→ **WHAT YOU SHOULD DO**: Please return every entry below exactly as written, without any of its pictures.

==== EXCERPTED DATA

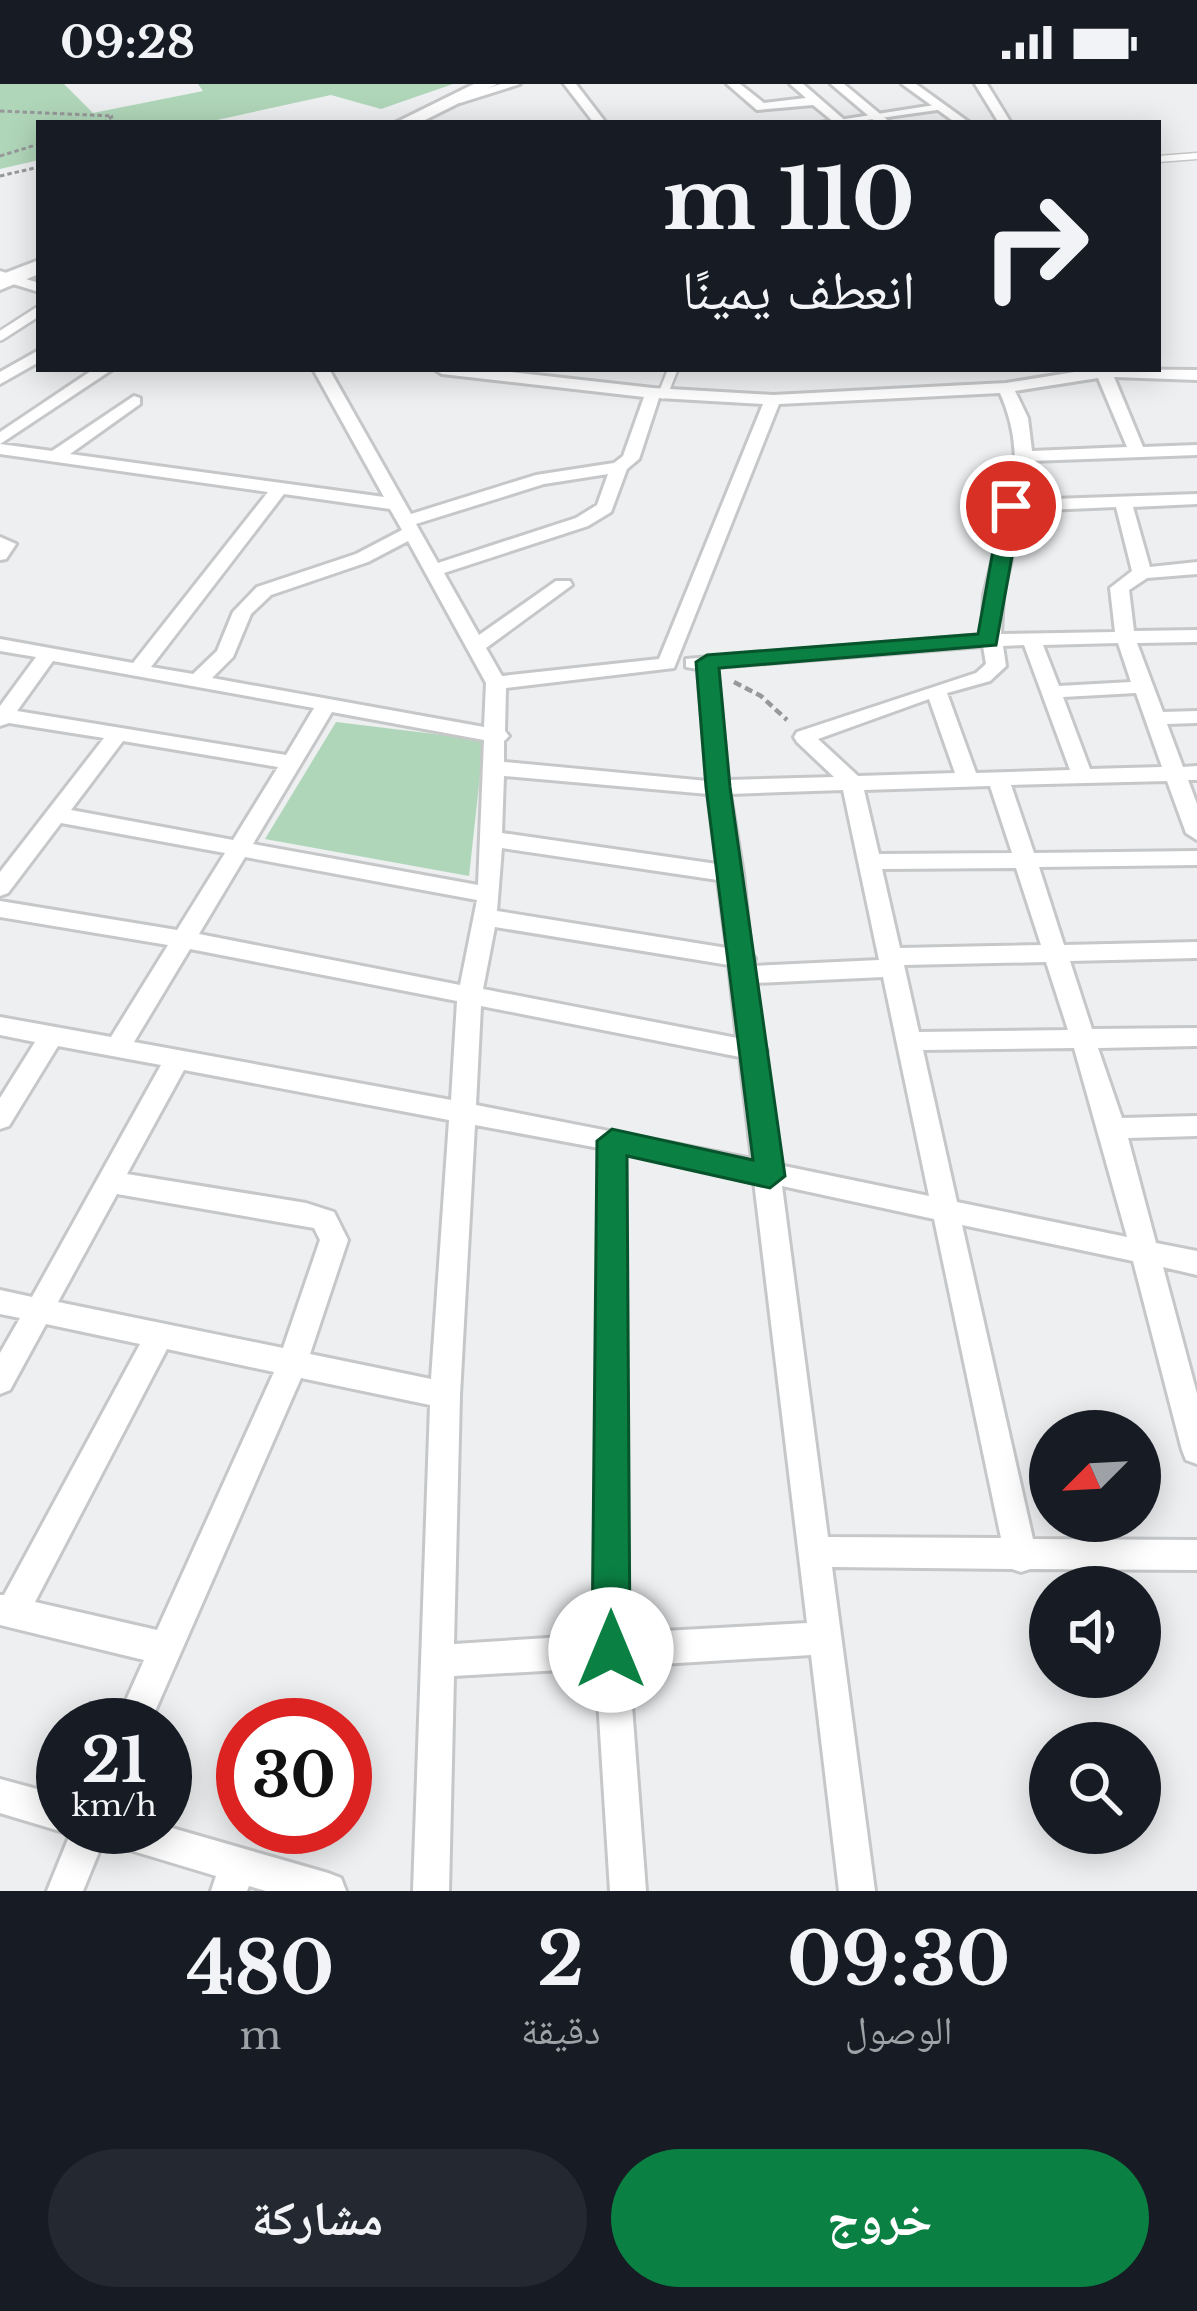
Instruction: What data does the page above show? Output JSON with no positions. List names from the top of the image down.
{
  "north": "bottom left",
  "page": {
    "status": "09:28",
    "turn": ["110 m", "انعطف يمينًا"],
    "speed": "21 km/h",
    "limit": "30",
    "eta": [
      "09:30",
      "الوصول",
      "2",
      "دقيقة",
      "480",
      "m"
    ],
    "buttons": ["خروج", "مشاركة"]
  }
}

========

→ **RESULT OF THIS TASK**:
Instruction: What data does the page above show? Output JSON with no positions. List names from the top of the image down.
{
  "north": "bottom left",
  "page": {
    "status": "09:28",
    "turn": ["110 m", "انعطف يمينًا"],
    "speed": "21 km/h",
    "limit": "30",
    "eta": [
      "09:30",
      "الوصول",
      "2",
      "دقيقة",
      "480",
      "m"
    ],
    "buttons": ["خروج", "مشاركة"]
  }
}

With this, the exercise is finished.